Specifically, the value range of W is between 30 and 100, preferably equal to 50 (that is, 50 data per second).

(10) The fusion analysis module 11 reads W data in the first ring buffer area (RingBuffer1) of the arc fault location ring queue, the data includes the distance data D of the arc fault and the type data Ty of the arc fault.

(11) The fusion analysis module 11 preprocesses the W data in the first ring buffer area (Ring Buffer1), retains the data between 0 and the length of the wire in the distance data of the fault arc, and filters out the rest distance data.

(12) The fusion analysis module 11 calculates the average value and divergence DI of the distance data retained in step (11).

(13) The fusion analysis module 11 reads W pieces of current distortion rate data in the second ring buffer area (RingBuffer2) of the arc fault detection ring queue.

(14) fusion analysis module 11 counts the number T of data whose distortion rate exceeds the threshold in the data of the second ring buffer area (Ring Buffer2);

(15) The fusion analysis module 11 judges whether the value of T is greater than or equal to Q1, if yes, it indicates that there is an arc fault, and then enters step (16), otherwise enters step (17).

Specifically, the value of Q1 is between 10 and 20, preferably 14.

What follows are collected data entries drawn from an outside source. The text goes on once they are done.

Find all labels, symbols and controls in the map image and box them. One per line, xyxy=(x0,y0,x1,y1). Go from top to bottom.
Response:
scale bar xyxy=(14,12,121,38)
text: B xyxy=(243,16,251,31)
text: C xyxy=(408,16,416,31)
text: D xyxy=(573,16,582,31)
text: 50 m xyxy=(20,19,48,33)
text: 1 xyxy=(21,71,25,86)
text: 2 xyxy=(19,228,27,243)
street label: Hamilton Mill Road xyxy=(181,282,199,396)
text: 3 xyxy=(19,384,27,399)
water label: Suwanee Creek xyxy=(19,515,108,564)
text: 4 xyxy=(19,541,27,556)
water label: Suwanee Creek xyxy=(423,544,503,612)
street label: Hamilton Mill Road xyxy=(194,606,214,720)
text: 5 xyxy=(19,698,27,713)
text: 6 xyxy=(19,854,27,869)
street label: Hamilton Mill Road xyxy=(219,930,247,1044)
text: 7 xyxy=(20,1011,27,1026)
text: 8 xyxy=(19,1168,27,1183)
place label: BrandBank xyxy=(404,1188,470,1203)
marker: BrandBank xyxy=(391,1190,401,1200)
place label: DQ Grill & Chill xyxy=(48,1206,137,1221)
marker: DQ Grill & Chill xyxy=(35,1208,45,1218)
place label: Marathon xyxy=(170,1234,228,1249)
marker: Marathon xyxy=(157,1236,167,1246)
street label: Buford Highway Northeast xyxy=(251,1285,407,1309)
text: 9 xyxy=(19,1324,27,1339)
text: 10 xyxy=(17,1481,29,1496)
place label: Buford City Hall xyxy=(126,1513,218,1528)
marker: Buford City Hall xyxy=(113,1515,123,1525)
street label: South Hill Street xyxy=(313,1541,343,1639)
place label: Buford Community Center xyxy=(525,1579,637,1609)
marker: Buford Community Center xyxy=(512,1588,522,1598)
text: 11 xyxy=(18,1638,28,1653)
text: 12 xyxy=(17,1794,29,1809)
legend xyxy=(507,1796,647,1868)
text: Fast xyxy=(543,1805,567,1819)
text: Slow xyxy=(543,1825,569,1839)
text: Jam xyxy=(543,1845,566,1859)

(16) Fusion analysis module 11 controls screen display module 8 to display warning information, and the relay switch of control switch module 6 is disconnected, and controls screen display module 8 to display the average value A of the distance of fault arc and the type Ty of fault arc, and the process ends .

(17) The fusion analysis module 11 judges whether the distance divergence DI of the fault arc is greater than or equal to the distance divergence threshold TH, if yes, it indicates that there is a fault arc, and then returns to step (16), otherwise proceeds to step (18).

Specifically, the value range of the distance divergence threshold TH is 0.6 to 1.0, preferably 0.8.

(18) The fusion analysis module 11 judges whether the data number T of the current distortion rate is less than or equal to Q2, if yes, it means that there is no arc fault, and then proceeds to step (19), otherwise the process ends.

Specifically, the value range of Q2 is between 5 and 15, preferably 9.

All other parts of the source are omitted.